◆ **YOUR OBJECTIVE**
All lines in the data bearing the string "nowrap" should be identified and copied.

+++ EXTRACTED INFORMATION +++

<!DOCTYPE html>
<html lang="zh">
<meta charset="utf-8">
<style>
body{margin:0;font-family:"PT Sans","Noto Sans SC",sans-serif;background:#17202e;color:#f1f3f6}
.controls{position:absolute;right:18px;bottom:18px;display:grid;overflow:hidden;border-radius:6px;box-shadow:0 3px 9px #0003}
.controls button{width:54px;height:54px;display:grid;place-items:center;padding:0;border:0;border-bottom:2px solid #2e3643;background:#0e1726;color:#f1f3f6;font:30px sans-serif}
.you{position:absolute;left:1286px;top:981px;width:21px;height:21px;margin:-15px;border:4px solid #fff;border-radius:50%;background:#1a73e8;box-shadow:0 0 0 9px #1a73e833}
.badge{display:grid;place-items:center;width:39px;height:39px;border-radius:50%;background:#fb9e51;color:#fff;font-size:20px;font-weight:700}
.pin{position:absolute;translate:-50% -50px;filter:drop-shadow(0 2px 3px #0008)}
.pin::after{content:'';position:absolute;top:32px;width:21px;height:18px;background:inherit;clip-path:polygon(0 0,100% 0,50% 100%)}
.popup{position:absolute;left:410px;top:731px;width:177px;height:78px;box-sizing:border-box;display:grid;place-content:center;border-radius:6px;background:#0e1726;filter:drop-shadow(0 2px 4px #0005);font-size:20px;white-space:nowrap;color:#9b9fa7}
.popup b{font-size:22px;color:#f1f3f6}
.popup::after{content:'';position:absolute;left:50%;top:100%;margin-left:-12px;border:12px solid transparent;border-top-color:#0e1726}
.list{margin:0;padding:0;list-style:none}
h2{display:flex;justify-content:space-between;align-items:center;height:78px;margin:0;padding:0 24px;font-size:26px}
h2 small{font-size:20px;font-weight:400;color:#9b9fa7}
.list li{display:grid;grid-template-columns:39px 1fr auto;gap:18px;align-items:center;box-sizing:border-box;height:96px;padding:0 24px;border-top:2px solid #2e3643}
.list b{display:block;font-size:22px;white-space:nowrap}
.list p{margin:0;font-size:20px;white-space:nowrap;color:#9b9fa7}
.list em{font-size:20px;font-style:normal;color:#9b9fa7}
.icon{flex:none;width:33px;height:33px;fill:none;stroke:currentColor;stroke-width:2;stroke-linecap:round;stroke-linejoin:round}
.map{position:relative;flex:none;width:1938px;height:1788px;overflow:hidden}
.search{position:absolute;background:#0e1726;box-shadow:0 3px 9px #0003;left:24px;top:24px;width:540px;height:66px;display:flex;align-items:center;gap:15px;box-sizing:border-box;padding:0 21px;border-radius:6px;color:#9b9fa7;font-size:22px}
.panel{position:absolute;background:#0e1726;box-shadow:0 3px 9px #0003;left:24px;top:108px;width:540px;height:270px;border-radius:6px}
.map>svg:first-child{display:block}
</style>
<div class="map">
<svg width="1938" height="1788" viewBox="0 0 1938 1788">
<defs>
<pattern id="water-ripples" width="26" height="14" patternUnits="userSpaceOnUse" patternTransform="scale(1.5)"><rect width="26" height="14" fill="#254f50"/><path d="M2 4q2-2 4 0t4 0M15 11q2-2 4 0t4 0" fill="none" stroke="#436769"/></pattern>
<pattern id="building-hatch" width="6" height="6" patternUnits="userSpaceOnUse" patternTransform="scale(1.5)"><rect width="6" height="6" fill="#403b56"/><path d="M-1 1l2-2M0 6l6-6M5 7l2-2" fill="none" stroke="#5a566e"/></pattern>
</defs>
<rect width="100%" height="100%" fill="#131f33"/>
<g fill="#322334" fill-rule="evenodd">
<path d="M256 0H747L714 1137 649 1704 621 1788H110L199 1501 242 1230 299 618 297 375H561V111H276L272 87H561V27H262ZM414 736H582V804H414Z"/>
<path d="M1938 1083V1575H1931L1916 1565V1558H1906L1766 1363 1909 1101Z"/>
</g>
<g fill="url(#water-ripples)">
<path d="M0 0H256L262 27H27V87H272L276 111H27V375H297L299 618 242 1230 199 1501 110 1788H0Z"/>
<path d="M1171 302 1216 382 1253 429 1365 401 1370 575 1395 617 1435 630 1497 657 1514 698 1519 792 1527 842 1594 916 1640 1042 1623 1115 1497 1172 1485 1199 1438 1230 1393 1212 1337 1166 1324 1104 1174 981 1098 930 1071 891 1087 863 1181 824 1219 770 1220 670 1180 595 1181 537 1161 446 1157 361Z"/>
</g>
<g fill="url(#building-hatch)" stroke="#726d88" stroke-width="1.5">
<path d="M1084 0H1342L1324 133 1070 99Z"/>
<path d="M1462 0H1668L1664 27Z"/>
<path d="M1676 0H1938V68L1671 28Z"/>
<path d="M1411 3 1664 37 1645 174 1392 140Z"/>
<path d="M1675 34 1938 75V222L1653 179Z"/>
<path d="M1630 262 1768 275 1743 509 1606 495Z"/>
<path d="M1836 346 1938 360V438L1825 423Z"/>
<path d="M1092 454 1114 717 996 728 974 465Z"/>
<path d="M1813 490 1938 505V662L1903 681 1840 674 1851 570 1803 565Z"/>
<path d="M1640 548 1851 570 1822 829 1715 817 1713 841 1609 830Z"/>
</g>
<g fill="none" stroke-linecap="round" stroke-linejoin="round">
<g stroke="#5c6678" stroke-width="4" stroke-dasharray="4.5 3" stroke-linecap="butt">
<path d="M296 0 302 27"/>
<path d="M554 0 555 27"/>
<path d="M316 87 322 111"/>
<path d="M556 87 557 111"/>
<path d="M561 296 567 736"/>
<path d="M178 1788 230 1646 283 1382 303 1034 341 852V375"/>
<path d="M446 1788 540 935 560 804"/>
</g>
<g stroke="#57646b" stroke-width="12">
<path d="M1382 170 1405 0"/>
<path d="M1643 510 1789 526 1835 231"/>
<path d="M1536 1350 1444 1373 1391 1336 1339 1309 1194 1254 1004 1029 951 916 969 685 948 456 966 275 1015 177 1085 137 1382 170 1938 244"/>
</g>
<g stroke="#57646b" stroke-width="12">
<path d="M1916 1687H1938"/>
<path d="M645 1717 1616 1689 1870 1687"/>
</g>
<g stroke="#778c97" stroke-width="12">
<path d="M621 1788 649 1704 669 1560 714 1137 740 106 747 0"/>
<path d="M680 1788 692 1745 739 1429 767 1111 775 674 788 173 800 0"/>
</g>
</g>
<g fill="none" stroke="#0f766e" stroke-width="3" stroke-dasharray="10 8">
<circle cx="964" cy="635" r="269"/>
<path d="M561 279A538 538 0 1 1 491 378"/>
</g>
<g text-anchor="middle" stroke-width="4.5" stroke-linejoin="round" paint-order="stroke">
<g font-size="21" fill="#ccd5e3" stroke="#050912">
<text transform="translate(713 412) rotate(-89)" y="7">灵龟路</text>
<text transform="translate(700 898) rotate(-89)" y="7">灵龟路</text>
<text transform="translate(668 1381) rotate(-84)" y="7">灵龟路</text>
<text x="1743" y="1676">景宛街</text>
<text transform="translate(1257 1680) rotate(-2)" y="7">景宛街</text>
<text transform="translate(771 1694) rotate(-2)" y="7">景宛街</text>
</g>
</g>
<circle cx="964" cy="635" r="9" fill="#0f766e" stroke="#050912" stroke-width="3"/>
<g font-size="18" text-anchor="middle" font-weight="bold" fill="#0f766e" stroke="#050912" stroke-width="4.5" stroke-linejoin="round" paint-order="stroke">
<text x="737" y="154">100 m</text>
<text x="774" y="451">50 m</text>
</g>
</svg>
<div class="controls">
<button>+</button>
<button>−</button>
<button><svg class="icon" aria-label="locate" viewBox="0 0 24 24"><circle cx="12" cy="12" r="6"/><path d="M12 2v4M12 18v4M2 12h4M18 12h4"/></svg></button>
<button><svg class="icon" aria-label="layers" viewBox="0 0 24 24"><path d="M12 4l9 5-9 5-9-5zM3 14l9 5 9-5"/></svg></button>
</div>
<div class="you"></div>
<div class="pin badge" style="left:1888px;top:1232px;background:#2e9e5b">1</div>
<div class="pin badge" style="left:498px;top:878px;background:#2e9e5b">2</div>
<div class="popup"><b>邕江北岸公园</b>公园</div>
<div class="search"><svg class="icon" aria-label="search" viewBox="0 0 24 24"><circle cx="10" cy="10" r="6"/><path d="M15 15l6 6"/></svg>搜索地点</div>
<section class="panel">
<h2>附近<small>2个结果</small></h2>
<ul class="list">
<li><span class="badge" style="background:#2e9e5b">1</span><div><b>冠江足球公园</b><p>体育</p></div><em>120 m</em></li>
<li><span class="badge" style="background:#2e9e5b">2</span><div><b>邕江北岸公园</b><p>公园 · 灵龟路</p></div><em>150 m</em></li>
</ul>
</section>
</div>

+++

◆ **OUTPUT FOR THIS EXERCISE**
.popup{position:absolute;left:410px;top:731px;width:177px;height:78px;box-sizing:border-box;display:grid;place-content:center;border-radius:6px;background:#0e1726;filter:drop-shadow(0 2px 4px #0005);font-size:20px;white-space:nowrap;color:#9b9fa7}
.list b{display:block;font-size:22px;white-space:nowrap}
.list p{margin:0;font-size:20px;white-space:nowrap;color:#9b9fa7}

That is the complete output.